AIM OF THE EXERCISE - Only the lines holding "linejoin" are wanted. Copy every one from the records below.

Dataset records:

*** Begin section ***

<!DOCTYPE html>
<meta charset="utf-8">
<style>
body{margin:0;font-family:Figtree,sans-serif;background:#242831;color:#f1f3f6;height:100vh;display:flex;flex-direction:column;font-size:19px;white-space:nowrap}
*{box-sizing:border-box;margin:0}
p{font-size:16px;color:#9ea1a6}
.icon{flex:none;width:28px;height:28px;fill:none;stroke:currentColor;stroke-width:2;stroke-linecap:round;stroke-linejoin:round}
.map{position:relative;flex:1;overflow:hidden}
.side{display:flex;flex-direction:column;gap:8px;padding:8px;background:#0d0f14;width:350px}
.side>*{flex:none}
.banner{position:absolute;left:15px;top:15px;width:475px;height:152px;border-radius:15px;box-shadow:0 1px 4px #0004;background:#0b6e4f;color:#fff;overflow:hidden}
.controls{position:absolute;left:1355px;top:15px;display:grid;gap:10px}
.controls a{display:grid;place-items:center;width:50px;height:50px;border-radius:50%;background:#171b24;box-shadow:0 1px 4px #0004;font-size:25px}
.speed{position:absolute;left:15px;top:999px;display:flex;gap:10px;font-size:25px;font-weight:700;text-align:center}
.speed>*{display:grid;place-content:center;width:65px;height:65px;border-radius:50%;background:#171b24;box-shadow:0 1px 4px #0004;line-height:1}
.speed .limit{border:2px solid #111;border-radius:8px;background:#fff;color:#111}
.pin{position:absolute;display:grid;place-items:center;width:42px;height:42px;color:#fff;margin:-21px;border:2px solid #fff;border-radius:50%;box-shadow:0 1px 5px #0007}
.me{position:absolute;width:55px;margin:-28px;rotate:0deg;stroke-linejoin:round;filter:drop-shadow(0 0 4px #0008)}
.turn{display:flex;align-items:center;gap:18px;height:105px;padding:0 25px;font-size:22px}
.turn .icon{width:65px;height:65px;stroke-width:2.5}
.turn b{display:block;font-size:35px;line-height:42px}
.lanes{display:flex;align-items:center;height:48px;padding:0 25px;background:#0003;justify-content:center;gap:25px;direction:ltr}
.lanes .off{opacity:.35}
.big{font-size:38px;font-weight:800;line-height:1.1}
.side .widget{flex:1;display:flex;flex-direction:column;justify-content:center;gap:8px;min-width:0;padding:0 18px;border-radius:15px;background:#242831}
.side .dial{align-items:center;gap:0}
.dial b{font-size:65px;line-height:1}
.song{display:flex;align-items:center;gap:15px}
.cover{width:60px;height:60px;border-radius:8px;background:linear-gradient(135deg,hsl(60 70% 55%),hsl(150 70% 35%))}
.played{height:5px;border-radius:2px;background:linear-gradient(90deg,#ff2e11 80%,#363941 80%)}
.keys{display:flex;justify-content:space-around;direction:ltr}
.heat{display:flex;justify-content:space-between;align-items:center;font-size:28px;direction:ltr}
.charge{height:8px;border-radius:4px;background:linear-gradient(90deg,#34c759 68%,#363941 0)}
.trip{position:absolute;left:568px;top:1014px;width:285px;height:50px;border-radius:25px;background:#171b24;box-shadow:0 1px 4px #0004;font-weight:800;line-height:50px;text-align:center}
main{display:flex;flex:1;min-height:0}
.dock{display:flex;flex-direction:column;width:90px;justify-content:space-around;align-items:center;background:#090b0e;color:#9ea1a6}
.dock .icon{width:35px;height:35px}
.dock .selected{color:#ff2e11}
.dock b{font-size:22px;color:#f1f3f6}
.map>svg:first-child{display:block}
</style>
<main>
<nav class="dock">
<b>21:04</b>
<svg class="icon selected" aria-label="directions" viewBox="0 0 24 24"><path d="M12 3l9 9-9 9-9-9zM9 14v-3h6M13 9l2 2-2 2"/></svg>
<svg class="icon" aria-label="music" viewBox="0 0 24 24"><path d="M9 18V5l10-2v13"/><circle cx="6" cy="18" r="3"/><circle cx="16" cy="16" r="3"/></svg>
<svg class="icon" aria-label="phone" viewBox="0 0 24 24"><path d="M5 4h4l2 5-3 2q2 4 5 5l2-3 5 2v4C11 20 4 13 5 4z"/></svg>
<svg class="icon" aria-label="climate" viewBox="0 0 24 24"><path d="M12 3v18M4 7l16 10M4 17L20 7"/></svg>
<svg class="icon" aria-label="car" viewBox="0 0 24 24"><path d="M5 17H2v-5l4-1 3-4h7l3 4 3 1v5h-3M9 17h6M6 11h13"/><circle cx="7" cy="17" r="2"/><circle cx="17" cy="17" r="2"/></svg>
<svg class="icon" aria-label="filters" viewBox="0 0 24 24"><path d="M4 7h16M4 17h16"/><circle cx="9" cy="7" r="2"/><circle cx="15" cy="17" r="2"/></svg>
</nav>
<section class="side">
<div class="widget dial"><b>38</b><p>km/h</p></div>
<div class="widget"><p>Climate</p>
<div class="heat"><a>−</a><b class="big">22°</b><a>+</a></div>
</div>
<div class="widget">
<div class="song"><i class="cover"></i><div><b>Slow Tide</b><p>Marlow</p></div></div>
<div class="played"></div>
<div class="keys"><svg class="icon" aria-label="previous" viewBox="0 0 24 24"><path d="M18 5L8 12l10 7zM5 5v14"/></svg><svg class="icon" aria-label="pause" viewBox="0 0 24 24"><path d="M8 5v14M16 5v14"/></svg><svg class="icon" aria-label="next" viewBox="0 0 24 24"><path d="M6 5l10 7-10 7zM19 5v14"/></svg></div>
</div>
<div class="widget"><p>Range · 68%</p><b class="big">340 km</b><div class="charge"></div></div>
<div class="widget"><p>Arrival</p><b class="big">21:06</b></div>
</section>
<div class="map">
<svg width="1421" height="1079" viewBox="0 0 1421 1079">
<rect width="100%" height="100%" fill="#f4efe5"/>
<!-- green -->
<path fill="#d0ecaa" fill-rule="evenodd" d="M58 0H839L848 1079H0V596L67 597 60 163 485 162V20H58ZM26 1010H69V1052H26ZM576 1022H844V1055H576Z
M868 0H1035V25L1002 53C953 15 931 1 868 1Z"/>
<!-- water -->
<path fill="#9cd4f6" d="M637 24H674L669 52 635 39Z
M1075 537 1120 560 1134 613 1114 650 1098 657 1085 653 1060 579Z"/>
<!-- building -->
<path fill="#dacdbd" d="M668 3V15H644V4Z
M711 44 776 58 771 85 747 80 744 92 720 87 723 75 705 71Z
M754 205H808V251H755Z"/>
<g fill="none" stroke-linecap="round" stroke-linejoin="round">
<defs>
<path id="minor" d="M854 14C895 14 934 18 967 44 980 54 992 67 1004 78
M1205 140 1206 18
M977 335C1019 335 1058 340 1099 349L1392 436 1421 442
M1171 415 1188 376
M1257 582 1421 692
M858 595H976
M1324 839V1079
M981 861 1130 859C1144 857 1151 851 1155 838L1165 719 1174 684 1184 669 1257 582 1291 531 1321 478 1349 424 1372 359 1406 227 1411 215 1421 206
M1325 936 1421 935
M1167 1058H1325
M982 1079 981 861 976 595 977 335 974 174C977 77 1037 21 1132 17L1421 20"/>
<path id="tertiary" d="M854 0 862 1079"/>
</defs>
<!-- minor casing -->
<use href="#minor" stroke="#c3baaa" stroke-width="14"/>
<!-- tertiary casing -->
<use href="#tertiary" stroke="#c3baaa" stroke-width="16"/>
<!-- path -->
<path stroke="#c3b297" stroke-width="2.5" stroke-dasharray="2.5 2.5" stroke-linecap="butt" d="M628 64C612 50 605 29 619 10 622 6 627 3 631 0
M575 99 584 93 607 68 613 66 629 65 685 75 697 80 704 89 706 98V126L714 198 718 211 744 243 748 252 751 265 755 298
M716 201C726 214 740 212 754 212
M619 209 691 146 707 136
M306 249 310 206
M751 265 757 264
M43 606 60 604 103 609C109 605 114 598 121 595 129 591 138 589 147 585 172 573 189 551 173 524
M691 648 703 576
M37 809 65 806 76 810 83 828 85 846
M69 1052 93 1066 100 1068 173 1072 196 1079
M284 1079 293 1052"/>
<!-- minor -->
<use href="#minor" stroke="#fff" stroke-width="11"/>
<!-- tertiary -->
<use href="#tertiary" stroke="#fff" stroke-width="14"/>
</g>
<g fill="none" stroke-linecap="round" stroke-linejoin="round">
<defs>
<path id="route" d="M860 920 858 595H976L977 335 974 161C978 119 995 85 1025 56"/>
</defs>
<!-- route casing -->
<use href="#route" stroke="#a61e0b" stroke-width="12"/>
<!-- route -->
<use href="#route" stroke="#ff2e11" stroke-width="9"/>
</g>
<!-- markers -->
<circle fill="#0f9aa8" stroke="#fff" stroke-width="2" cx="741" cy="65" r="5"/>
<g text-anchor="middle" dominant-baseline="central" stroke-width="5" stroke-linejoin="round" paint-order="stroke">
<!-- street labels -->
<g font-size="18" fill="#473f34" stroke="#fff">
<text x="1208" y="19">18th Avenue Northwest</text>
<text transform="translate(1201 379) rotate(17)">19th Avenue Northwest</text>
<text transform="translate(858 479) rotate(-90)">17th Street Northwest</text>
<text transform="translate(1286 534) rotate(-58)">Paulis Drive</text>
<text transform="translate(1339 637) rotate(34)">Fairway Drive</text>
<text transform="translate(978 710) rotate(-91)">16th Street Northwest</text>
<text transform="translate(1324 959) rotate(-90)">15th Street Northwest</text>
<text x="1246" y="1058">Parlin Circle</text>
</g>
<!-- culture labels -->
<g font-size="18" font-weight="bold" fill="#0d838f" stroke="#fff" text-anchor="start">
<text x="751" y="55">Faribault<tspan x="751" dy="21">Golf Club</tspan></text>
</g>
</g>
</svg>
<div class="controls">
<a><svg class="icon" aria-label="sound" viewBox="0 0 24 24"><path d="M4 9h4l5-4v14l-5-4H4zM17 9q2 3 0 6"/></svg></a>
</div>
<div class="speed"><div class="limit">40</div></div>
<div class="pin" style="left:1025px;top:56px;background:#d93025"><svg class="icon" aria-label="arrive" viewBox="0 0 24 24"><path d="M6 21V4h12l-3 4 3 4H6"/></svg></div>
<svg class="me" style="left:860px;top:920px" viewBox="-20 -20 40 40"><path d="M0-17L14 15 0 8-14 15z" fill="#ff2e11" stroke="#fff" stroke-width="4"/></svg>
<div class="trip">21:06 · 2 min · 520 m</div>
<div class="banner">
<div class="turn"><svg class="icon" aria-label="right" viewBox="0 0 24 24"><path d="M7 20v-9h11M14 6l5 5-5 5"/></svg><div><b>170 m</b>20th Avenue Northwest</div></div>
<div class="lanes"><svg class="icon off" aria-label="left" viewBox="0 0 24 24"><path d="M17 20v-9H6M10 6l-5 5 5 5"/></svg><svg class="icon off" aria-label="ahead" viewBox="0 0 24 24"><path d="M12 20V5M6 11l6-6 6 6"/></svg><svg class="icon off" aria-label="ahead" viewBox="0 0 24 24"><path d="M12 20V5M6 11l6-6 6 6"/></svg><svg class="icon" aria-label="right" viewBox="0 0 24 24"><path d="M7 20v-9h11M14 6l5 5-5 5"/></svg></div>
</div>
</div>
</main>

*** End section ***

WRITTEN ANSWER -
.icon{flex:none;width:28px;height:28px;fill:none;stroke:currentColor;stroke-width:2;stroke-linecap:round;stroke-linejoin:round}
.me{position:absolute;width:55px;margin:-28px;rotate:0deg;stroke-linejoin:round;filter:drop-shadow(0 0 4px #0008)}
<g fill="none" stroke-linecap="round" stroke-linejoin="round">
<g fill="none" stroke-linecap="round" stroke-linejoin="round">
<g text-anchor="middle" dominant-baseline="central" stroke-width="5" stroke-linejoin="round" paint-order="stroke">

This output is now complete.